* Brief: The lines to extract run from the start of the records through the line with "inset:0; background:#66d1f1; transform-origin:0", both ends included; drop the pictures.

Collected data
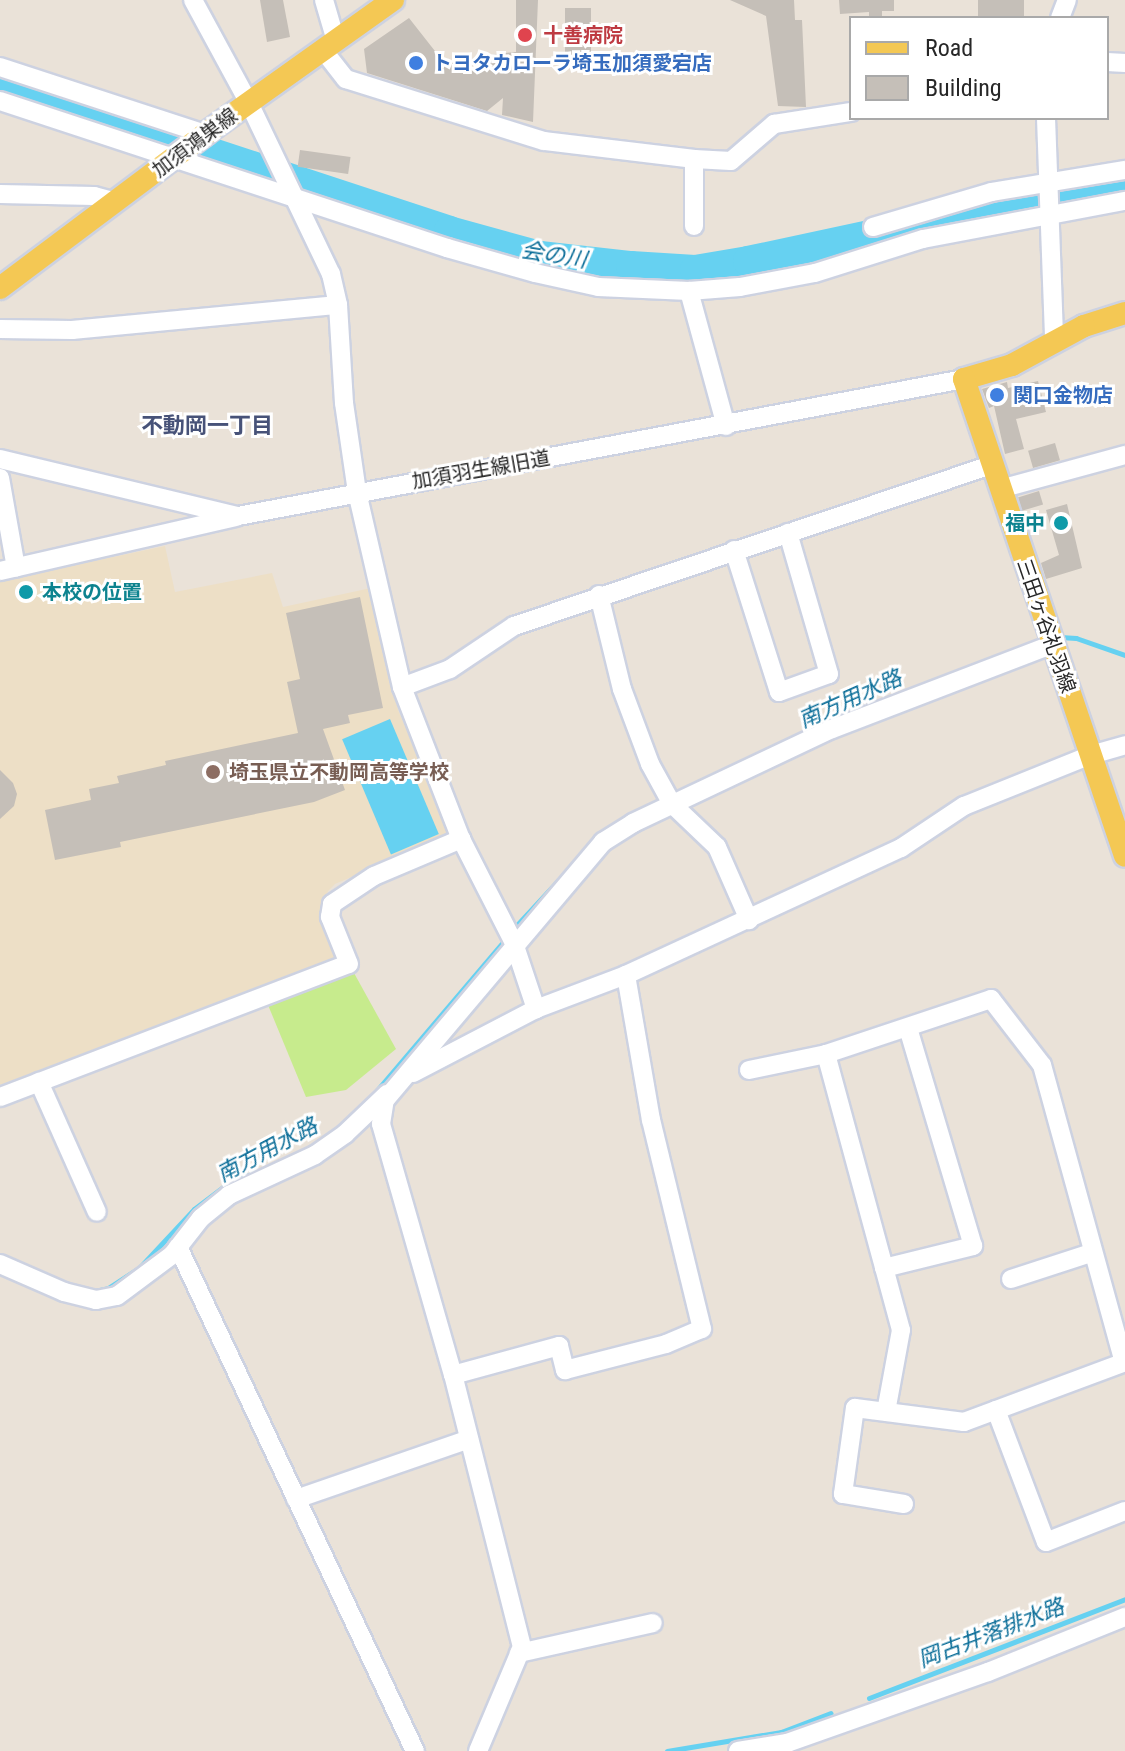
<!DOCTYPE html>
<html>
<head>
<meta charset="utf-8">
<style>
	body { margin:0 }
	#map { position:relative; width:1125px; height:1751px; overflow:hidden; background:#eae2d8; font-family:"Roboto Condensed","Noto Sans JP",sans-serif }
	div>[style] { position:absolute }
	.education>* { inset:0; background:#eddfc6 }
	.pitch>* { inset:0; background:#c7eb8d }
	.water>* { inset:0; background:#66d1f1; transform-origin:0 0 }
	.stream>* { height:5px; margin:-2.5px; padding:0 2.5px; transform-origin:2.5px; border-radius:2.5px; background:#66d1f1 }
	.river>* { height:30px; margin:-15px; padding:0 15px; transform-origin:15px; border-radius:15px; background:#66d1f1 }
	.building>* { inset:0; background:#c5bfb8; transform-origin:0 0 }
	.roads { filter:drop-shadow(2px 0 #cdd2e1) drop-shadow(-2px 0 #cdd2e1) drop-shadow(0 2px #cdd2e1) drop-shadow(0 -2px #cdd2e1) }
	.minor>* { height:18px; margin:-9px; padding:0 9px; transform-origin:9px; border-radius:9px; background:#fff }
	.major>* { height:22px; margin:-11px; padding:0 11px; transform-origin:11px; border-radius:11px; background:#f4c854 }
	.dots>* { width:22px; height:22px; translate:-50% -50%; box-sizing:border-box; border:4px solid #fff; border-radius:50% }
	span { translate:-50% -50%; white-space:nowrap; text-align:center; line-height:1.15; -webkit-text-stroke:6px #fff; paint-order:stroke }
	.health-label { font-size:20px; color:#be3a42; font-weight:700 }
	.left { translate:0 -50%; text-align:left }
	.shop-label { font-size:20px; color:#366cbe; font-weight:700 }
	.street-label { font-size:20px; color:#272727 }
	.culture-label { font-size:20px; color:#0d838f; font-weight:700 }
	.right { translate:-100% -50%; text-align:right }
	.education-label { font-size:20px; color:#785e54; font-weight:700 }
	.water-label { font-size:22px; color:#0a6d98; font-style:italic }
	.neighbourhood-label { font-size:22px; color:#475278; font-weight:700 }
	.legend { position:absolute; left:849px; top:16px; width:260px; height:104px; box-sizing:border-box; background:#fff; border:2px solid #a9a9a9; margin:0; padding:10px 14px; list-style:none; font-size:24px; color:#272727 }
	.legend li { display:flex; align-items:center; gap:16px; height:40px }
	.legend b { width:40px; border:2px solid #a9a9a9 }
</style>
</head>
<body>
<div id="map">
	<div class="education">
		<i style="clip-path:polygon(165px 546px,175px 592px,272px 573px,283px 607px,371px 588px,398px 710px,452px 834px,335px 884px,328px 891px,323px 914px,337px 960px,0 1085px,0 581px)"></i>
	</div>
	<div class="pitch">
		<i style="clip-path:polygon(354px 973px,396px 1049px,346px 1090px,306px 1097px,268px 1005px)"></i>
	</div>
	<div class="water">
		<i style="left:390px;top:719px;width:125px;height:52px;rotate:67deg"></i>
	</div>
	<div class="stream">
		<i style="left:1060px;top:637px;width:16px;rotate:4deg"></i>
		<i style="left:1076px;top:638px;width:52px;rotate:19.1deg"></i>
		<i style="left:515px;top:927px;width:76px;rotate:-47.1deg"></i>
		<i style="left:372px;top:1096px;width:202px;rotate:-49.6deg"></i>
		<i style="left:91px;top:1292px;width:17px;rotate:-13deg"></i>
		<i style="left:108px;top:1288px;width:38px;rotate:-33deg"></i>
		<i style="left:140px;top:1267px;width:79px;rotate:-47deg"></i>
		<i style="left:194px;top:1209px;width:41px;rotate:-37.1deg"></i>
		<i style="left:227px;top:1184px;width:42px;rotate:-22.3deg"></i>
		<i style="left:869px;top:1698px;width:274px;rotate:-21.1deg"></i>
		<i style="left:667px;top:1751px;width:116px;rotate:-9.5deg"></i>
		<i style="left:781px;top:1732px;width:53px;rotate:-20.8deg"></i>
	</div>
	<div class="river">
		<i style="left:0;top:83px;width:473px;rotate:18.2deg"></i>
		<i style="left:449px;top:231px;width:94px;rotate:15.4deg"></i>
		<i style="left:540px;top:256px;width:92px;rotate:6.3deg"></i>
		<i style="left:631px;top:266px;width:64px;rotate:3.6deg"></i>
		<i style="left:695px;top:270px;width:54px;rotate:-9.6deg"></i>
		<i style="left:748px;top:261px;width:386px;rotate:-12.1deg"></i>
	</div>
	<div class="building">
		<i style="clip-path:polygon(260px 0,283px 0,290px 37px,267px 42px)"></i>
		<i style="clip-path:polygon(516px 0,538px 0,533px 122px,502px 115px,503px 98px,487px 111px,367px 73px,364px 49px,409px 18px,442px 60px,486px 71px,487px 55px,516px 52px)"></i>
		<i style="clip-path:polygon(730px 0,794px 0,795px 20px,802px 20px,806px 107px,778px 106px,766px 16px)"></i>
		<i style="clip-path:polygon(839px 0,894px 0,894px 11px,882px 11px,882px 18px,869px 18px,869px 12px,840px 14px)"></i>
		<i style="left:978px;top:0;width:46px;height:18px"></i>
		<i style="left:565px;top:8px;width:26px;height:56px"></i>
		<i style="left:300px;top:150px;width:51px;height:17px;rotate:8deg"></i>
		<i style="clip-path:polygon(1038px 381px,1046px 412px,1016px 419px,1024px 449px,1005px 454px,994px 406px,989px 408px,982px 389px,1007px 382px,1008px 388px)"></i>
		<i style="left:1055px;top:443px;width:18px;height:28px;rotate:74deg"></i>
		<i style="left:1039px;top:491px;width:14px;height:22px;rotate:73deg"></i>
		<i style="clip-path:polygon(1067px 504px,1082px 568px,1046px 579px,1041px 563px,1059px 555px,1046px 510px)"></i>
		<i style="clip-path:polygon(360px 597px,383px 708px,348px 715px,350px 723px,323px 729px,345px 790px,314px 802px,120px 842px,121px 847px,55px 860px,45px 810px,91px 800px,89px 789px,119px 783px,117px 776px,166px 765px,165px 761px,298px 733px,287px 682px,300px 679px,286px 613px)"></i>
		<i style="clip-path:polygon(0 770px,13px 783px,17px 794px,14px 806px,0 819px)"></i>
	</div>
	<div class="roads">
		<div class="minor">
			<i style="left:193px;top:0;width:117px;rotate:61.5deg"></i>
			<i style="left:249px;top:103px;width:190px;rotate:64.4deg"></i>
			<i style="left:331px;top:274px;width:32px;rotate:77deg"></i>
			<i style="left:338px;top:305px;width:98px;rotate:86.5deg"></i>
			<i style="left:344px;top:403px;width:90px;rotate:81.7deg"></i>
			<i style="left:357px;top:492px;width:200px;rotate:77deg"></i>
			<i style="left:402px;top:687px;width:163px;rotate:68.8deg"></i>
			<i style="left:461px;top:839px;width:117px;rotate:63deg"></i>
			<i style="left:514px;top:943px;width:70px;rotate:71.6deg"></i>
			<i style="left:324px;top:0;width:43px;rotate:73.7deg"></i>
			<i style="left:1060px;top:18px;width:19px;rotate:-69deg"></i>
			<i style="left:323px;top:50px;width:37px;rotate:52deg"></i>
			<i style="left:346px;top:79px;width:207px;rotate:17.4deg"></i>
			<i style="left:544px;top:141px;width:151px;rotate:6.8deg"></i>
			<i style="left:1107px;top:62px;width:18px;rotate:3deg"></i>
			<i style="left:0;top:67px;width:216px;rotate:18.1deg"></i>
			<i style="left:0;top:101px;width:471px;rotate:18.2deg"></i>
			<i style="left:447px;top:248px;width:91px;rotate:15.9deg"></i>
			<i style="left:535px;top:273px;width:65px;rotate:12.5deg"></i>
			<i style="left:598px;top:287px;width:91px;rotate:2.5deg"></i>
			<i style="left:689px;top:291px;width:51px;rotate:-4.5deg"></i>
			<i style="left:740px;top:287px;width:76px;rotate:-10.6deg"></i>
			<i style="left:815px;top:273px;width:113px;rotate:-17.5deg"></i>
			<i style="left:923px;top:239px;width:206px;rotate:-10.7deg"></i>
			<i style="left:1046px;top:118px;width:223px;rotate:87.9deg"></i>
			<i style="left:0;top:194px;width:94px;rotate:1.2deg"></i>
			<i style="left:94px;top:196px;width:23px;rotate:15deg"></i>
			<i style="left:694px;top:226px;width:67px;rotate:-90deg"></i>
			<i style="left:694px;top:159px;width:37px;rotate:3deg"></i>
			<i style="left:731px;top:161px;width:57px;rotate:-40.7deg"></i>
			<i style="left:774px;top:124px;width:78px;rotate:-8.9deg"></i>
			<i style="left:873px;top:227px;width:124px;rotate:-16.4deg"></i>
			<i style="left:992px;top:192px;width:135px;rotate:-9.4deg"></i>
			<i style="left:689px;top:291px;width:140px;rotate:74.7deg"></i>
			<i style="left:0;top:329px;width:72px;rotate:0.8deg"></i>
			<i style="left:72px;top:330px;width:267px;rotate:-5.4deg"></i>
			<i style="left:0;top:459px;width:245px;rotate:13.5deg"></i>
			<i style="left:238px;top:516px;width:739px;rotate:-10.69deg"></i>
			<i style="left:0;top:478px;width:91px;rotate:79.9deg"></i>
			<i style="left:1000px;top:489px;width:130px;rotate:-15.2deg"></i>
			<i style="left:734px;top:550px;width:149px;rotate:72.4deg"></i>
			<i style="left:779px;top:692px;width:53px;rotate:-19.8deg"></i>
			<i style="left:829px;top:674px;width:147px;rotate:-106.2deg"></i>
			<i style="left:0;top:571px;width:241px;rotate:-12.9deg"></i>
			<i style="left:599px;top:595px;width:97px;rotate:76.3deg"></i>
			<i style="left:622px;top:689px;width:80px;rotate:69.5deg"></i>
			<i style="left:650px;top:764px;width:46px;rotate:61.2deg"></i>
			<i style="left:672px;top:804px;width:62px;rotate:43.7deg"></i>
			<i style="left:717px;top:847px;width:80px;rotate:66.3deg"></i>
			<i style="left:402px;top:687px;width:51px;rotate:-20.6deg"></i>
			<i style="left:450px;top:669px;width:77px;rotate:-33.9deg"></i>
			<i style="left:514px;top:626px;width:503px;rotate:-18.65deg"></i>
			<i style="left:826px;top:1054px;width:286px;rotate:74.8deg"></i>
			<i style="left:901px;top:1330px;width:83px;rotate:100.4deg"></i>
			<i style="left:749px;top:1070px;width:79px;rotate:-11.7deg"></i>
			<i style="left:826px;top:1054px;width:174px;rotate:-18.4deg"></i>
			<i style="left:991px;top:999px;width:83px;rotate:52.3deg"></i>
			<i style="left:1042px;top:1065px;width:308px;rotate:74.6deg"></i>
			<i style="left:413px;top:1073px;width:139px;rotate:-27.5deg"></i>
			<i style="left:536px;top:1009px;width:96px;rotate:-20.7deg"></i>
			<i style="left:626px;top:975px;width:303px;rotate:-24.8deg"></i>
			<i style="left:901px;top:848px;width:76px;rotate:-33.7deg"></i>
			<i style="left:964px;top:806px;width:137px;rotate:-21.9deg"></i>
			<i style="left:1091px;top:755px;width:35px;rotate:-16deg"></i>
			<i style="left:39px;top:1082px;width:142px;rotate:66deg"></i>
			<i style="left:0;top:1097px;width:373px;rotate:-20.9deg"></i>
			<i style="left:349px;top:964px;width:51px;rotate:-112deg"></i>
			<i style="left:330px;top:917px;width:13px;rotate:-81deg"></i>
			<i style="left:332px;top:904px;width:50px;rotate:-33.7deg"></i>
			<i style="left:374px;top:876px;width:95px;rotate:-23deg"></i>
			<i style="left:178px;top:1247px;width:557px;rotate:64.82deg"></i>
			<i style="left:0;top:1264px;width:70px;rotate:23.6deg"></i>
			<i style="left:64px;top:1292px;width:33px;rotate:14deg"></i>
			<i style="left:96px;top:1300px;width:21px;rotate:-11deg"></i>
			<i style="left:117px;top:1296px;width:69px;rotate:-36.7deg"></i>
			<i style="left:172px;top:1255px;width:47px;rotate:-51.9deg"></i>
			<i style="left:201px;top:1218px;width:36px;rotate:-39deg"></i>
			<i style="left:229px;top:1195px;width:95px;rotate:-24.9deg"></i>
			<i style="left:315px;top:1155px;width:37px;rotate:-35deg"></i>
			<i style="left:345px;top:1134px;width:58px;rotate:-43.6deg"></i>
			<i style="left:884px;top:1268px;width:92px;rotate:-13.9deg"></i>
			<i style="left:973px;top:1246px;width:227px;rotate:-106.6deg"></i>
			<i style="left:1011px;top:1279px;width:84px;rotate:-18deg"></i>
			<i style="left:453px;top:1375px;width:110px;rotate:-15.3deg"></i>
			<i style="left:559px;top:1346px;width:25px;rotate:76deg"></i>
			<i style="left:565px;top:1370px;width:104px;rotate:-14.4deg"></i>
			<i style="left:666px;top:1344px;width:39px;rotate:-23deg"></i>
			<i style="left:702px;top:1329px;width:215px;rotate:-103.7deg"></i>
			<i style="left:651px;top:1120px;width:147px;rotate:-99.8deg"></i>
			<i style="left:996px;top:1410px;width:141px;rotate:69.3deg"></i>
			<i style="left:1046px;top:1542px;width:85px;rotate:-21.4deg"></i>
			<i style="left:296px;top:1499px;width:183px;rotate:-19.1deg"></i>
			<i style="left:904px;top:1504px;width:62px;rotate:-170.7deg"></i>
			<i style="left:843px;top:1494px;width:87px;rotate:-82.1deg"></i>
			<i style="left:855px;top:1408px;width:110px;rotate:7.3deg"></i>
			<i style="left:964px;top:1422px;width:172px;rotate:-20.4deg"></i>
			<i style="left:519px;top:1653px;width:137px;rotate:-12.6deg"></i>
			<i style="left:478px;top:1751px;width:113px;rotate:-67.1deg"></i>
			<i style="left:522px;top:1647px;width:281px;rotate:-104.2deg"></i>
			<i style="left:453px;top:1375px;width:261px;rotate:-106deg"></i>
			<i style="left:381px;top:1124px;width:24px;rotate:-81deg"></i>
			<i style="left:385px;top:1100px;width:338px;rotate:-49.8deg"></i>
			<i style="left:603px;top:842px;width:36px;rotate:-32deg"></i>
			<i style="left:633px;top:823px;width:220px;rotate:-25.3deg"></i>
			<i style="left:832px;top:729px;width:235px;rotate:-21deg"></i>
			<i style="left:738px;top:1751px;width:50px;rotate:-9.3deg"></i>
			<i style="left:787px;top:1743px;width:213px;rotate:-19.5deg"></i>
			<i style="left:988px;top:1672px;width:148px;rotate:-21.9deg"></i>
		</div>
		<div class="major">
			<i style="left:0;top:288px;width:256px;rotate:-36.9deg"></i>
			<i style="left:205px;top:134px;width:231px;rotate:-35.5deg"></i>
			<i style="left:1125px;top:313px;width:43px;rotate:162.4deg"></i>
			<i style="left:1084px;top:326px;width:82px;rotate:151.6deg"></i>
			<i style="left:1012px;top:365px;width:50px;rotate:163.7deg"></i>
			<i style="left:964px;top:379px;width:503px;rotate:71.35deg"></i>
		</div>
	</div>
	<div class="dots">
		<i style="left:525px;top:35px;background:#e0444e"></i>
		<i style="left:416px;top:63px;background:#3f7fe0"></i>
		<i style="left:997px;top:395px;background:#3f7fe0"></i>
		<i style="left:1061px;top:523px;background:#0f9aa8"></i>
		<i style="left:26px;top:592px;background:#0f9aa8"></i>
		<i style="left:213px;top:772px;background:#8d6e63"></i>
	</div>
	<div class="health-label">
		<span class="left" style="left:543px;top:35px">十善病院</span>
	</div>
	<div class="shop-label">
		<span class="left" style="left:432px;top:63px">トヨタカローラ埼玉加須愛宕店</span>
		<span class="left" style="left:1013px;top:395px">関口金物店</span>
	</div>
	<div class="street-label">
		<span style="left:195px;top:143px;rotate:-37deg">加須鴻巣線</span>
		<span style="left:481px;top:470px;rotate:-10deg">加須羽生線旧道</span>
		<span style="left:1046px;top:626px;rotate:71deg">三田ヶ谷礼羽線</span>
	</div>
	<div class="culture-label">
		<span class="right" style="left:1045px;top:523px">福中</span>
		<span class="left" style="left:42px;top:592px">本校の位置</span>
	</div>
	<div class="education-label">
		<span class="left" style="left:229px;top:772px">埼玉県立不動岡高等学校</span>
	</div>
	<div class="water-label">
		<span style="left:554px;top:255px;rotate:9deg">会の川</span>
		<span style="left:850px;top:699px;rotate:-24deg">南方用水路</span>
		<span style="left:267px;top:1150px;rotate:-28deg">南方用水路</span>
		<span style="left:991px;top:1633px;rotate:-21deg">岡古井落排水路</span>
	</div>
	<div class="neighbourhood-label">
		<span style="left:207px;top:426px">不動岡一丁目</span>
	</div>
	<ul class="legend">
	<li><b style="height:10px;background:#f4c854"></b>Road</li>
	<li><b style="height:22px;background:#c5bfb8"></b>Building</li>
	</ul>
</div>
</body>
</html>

* Exercise solution:
<!DOCTYPE html>
<html>
<head>
<meta charset="utf-8">
<style>
	body { margin:0 }
	#map { position:relative; width:1125px; height:1751px; overflow:hidden; background:#eae2d8; font-family:"Roboto Condensed","Noto Sans JP",sans-serif }
	div>[style] { position:absolute }
	.education>* { inset:0; background:#eddfc6 }
	.pitch>* { inset:0; background:#c7eb8d }
	.water>* { inset:0; background:#66d1f1; transform-origin:0 0 }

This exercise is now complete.